この時、版の端に感光液が一部溜まるので、きれいな布でその部分だけふき取る。
次に、しばらく版を平らに置く。平らにすることによって、感光液が均一になる。
次に、高温の温風を20分〜30分当て、溶剤を完全に飛ばす。(温風はガス温風ヒーターが望ましいが、ヘアードライヤー1000W以上でも代用できる。)*この時の時間は少なすぎてもだめ、多すぎると(1時間以上)バリバリになり、はがれやすい。
完全に溶剤を飛ばし終えたら、版を自然冷却する。
2 露光
感光液を塗った銅版の上にポジフィルムを置く。この時、版とフィルムを密着させるために、フィルムの上から柔らかい布で圧着する。
フィルムの上にガラス板(5mm以上)をのせる。
ガラスの上から万力またはそれに替わるもので、銅版とフィルムを密着させる。(私の場合原始的に机に荷造り用テープで密着させている。)

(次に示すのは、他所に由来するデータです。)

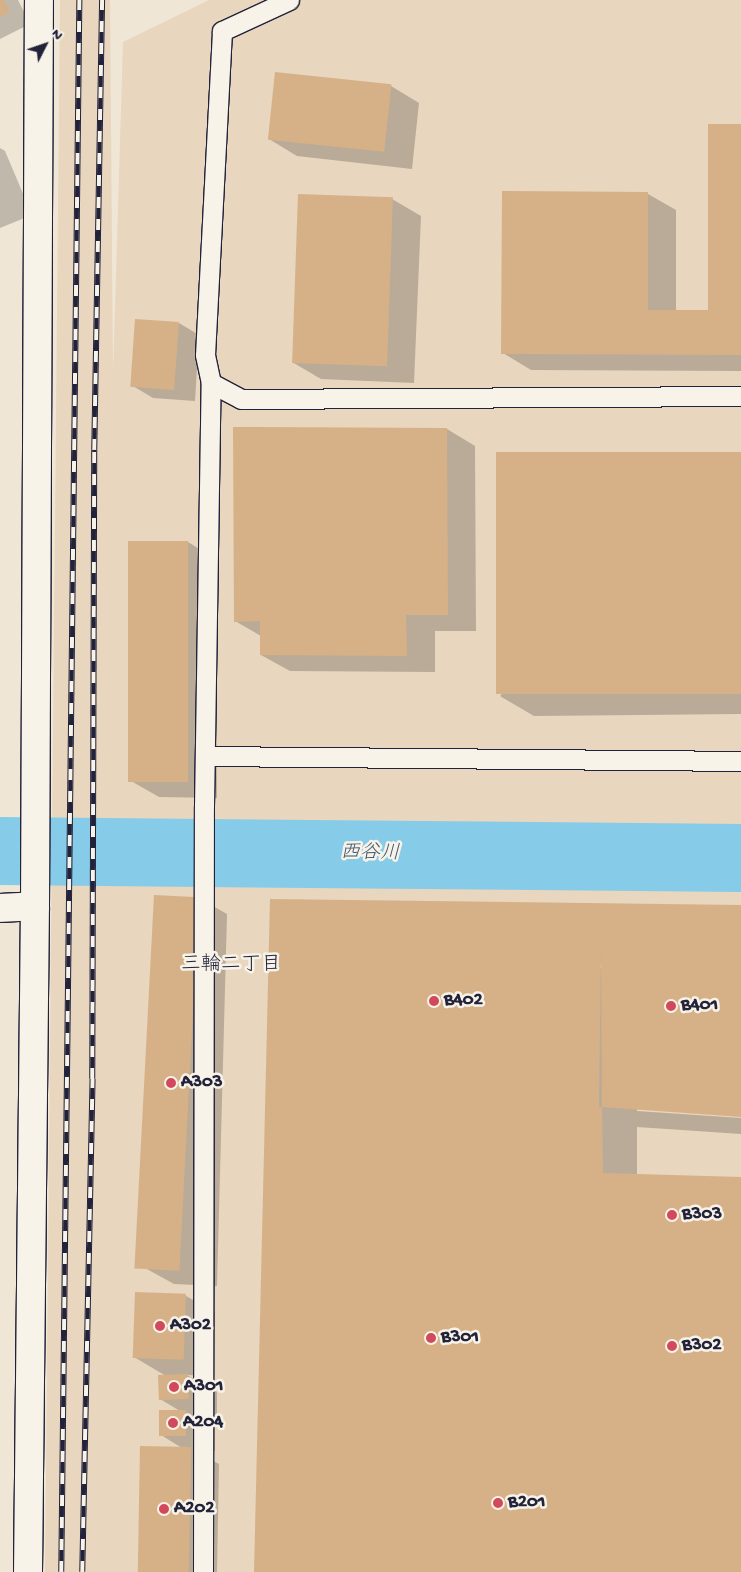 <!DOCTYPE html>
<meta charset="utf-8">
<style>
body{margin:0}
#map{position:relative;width:741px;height:1572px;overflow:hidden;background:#f0e6d5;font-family:"Gochi Hand","Klee One",sans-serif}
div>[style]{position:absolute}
.built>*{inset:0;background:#e8d6be}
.shadow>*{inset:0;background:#0003}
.river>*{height:68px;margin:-34px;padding:0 34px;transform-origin:34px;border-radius:34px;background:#86cbe7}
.building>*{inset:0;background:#d6b187;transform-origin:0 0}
.roads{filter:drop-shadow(1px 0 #22223b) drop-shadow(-1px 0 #22223b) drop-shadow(0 1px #22223b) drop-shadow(0 -1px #22223b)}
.service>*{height:19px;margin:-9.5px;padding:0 9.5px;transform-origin:9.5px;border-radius:9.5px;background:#f7f3e8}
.minor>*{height:28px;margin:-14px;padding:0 14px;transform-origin:14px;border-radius:14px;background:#f7f3e8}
.rail>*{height:5.5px;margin-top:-2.75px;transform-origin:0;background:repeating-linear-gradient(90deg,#f7f3e8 0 11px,#22223b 0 22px);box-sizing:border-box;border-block:1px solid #22223b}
.dots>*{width:14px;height:14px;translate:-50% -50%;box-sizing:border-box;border:2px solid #f7f3e8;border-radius:50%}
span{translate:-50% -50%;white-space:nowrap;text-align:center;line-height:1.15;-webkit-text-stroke:5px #f7f3e8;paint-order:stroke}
.poi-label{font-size:19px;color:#22223b;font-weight:700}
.left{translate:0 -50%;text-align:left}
.water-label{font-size:20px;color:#40556f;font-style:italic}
.neighbourhood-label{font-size:20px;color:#22223b}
.north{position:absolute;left:20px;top:20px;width:50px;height:50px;-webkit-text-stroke:4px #f7f3e8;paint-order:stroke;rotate:49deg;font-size:14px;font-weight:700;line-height:20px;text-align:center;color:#22223b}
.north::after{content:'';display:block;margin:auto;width:18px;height:22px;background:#22223b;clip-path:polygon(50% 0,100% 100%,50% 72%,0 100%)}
</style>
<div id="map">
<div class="built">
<div style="clip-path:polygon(60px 0,110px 0,113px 375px,123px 42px,209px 0,741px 0,741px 1572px,45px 1572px)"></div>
</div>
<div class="shadow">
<div style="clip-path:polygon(0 0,18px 0,30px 24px,0 39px)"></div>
<div style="clip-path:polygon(391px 86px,419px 103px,412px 169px,297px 156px,269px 139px)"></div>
<div style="clip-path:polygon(741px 126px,741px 371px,531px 370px,503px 353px,648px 194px,676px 210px,676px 311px,709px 312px)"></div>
<div style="clip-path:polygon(0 148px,5px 151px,32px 215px,0 228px)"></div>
<div style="clip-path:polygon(392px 199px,421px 216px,414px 383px,321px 379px,292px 362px)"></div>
<div style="clip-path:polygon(179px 323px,199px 335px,195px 401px,153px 398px,133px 386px)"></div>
<div style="clip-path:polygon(447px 429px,475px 446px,476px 631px,435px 631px,435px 672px,290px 671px,261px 655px,261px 636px,235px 621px)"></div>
<div style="clip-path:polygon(741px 454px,741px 714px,534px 716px,500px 696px)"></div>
<div style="clip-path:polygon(188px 542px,216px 559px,217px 798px,159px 797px,131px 781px)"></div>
<div style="clip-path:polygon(199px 898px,227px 914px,217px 1286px,174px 1284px,145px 1268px)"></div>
<div style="clip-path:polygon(evenodd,272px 900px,741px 906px,741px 1115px,637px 1108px,637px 1111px,741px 1118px,741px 1134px,637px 1127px,637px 1175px,741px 1179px,741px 1572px,256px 1572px,272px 900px,596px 962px,603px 966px,603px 969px,595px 964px,596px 962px)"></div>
<div style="clip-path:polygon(186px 1296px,215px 1312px,212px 1376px,187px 1375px,217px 1392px,217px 1415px,194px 1416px,215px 1428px,215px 1451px,197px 1452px,219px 1464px,217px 1572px,139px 1572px,182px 1448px,161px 1435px,180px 1411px,160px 1399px,166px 1376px,134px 1357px)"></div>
</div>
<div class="river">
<div style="left:0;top:851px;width:741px;rotate:0.54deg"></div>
</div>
<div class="building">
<div style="clip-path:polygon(0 0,4px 0,10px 12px,0 17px)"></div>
<div style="left:275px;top:72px;width:117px;height:68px;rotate:6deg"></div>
<div style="clip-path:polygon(708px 124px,741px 124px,741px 355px,501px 354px,502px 191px,648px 192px,648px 310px,708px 310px)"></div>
<div style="left:298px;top:194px;width:95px;height:169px;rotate:2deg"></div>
<div style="left:135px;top:319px;width:44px;height:68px;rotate:4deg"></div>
<div style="clip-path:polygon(233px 427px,447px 428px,448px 615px,406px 615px,407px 656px,260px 655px,260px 621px,234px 622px)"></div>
<div style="left:741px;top:452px;width:242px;height:245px;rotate:90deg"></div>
<div style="left:128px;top:541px;width:60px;height:241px"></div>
<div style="left:154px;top:895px;width:45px;height:374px;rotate:3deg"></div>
<div style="clip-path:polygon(270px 899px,741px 905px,741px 1117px,602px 1107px,601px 947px,599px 1107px,602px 1107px,603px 1173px,741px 1177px,741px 1572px,254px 1572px)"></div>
<div style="left:135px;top:1292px;width:51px;height:66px;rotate:2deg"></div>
<div style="left:188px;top:1374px;width:25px;height:30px;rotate:88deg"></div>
<div style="left:159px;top:1410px;width:27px;height:26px"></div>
<div style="left:140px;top:1446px;width:51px;height:126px;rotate:1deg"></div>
</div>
<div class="roads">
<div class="service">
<div style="left:289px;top:0;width:74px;rotate:155.2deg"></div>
<div style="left:222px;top:31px;width:324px;rotate:93deg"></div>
<div style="left:205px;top:355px;width:29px;rotate:78deg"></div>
<div style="left:211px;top:383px;width:34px;rotate:28deg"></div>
<div style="left:241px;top:399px;width:500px;rotate:-0.34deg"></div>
<div style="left:205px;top:756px;width:536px;rotate:0.53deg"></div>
<div style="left:203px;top:1572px;width:766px;rotate:-89.93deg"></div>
<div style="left:204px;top:806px;width:423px;rotate:-89.1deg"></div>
</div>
<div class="minor">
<div style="left:0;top:908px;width:35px;rotate:-3deg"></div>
<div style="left:28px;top:1572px;width:666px;rotate:-89.4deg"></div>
<div style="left:35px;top:906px;width:906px;rotate:-89.75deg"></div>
</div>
</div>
<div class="rail">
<div style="left:61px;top:1572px;width:1572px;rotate:-89.34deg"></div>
<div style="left:82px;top:1572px;width:493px;rotate:-88.8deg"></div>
<div style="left:92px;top:1079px;width:629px;rotate:-89.82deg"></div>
<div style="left:94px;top:450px;width:450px;rotate:-89deg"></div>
</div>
<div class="dots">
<div style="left:434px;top:1001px;background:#d1495b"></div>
<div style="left:671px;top:1006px;background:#d1495b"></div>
<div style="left:171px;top:1083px;background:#d1495b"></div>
<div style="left:672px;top:1215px;background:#d1495b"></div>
<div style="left:160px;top:1326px;background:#d1495b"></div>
<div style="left:431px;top:1338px;background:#d1495b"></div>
<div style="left:672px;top:1346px;background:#d1495b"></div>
<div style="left:174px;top:1387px;background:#d1495b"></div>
<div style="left:173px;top:1423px;background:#d1495b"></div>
<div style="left:498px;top:1503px;background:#d1495b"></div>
<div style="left:164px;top:1509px;background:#d1495b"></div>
</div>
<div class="poi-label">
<span class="left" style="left:444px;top:1001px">B402</span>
<span class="left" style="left:681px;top:1006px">B401</span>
<span class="left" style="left:181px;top:1083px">A303</span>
<span class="left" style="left:682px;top:1215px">B303</span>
<span class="left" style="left:170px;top:1326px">A302</span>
<span class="left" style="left:441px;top:1338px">B301</span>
<span class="left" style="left:682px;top:1346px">B302</span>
<span class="left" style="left:184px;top:1387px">A301</span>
<span class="left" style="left:183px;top:1423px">A204</span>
<span class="left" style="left:508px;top:1503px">B201</span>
<span class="left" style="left:174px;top:1509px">A202</span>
</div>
<div class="water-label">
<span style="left:370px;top:854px;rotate:1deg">西谷川</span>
</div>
<div class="neighbourhood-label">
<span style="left:231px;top:965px">三輪二丁目</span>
</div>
<div class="north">N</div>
</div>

次に、光源になる500Wのフラッドランプを版の上部に設置する。光源の高さの目安はフィルムの対角線の長さとする。(均一露光を望むときは、ケミカルランプ使用のライトボックスの使用が望ましい。)
露光時間はフィルムの大きさ(光源の高さ)にもよるが、10分から20分程度が良いと思う。(36.5cm×80cmの場合一灯で20分、内左右に分ずつ)版が大きく(1m以上)になった場合はフラッドランプを2灯使う。(フィルムがコピー仕上げの場合は5分前後)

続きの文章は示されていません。